### How to complete this task
Where the word "color" appears in a line below, copy the whole line.

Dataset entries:
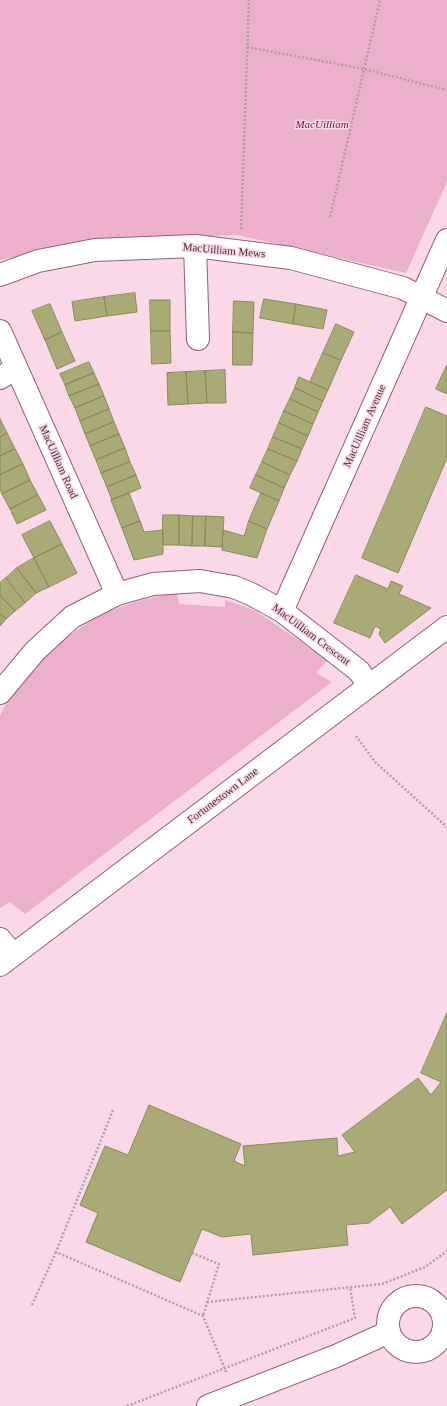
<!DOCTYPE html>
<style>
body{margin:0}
canvas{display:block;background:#fad8e8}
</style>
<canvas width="447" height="1406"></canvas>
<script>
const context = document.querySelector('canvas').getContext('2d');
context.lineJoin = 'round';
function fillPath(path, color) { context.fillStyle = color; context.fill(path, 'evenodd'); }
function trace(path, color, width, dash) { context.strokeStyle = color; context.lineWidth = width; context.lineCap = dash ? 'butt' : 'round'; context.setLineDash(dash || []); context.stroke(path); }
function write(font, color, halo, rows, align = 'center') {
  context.font = font + ' "Times New Roman",serif'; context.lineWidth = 3; context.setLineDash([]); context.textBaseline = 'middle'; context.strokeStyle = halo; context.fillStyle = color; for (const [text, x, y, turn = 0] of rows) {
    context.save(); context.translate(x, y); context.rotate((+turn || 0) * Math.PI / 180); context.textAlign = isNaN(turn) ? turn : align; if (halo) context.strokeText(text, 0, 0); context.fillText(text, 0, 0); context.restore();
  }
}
const green = new Path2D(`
 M0 0H447V182L406 273 237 235 96 240 0 260Z
 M177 593 179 604 225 607V600L254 610 328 660 316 673 332 682 25 914 10 902 0 908V716C22 670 77 621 126 605 142 599 160 596 177 593Z`);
const building = new Path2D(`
 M135 293 137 312 107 316 104 297Z
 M104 297 107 316 75 321 72 302Z
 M264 299 296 304 293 324 260 318Z
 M150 300H170V331H151Z
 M234 301 254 302 253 333 233 332Z
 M50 304 62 332 45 340 32 311Z
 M296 304 327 310 323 329 293 324Z
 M336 324 354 332 341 360 323 353Z
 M151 331H170L171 363 152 364Z
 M62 332 75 361 57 369 45 340Z
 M233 332 253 333 252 365H233Z
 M323 353 341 360 328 390 310 382Z
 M89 362 94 373 65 385 60 374Z
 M447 365V394L436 389Z
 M225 370 226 403H207L205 371Z
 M205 371 207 403 188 404 186 372Z
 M186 372 188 404 168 405 167 373Z
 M94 373 99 384 69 396 65 385Z
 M299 377 328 390 323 401 295 388Z
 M99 384 104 396 75 408 69 396Z
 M295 388 323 401 318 412 290 399Z
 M104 396 109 409 80 421 75 408Z
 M290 399 318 412 313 424 284 411Z
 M426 407 447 416V458L398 573 362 558Z
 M109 409 114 422 85 434 80 421Z
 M284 411 313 424 308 436 279 423Z
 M0 419 7 433 0 437Z
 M114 422 119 434 90 446 85 434Z
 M279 423 308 436 302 449 273 437Z
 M7 433 15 449 0 456V437Z
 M119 434 125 448 96 460 90 446Z
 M273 437 302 449 297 461 268 449Z
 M125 448 130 462 101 473 96 460Z
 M15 449 23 464 0 475V456Z
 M268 449 297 461 290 475 262 462Z
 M130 462 136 475 107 487 101 473Z
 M262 462 290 475 284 488 256 475Z
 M23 464 30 480 2 494 0 489V475Z
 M136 475 141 488 112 500 107 487Z
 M256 475 284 488 279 501 250 488Z
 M30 480 38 495 10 509 2 494Z
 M129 493 140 521 122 528 111 500Z
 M261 493 279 501 267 529 249 521Z
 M38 495 46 510 17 524 10 509Z
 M163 515H179V545H163Z
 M179 515 193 516 192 546 179 545Z
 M193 516H206L205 546H192Z
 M206 516 224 517 222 547 205 546Z
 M50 521 62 544 34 558 22 535Z
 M140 521 144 532 163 530V554L134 560 122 528Z
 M249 521 267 529 257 558 222 550 223 530 244 536Z
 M62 544 77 573 49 587 34 558Z
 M34 558 49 587 36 593 17 568Z
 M17 568 36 593 25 603 6 578Z
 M356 575 388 589 391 581 403 586 399 594 431 608 385 643 379 634 381 629 375 626 370 638 334 623Z
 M6 578 25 603 15 611 0 595V583Z
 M0 595 15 611 6 619 0 614Z
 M0 614 6 619 0 626Z
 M447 1013V1190L402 1224 390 1207 369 1223 346 1225 348 1245 253 1255 251 1234 222 1237 202 1229 180 1282 86 1242 98 1213 80 1205 105 1146 128 1155 149 1105 241 1144 234 1161 245 1166 243 1146 337 1138 338 1156 355 1152 342 1135 418 1078 431 1095 441 1082 421 1073Z`);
const path = new Path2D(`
 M247 47 364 69 447 90
 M330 217 380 0
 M241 229 249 0
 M356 736 375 762 447 827
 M113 1110 56 1252 203 1316 227 1374
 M192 1253 219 1264 203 1316
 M207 1302 382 1284 425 1267 447 1251
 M32 1305 56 1252
 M127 1406 355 1318 350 1287`);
const minor = new Path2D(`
 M195 246 198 339
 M0 275 38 261 95 250 195 246 291 258 403 288 447 311
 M0 331 117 594
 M0 378 16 368
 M282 611 447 240
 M0 693 35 651 72 617 117 594 153 584 200 581 234 587 251 594 282 611 359 671 369 686
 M0 939 13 955
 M0 965 447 627
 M388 1324a28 28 0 1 1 56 0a28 28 0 1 1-56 0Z
 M208 1406 336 1356 389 1332`);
const parkNames = [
 ["MacUilliam",322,125]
];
const streetNames = [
 ["MacUilliam Mews",224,251,5],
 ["MacUilliam Avenue",365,426,-66],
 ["MacUilliam Road",58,462,66],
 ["MacUilliam Crescent",311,635,37],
 ["Fortunestown Lane",223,796,-37]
];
fillPath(green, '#ecb0cc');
fillPath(building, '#a9aa76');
trace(building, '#8a8b58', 1);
trace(minor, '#916078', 24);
trace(path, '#b79aa8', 2.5, [2, 2]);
trace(minor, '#fff', 22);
write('italic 11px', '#671445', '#fad8e8', parkNames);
write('11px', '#422d37', '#fad8e8', streetNames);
</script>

### Your response
function fillPath(path, color) { context.fillStyle = color; context.fill(path, 'evenodd'); }
function trace(path, color, width, dash) { context.strokeStyle = color; context.lineWidth = width; context.lineCap = dash ? 'butt' : 'round'; context.setLineDash(dash || []); context.stroke(path); }
function write(font, color, halo, rows, align = 'center') {
  context.font = font + ' "Times New Roman",serif'; context.lineWidth = 3; context.setLineDash([]); context.textBaseline = 'middle'; context.strokeStyle = halo; context.fillStyle = color; for (const [text, x, y, turn = 0] of rows) {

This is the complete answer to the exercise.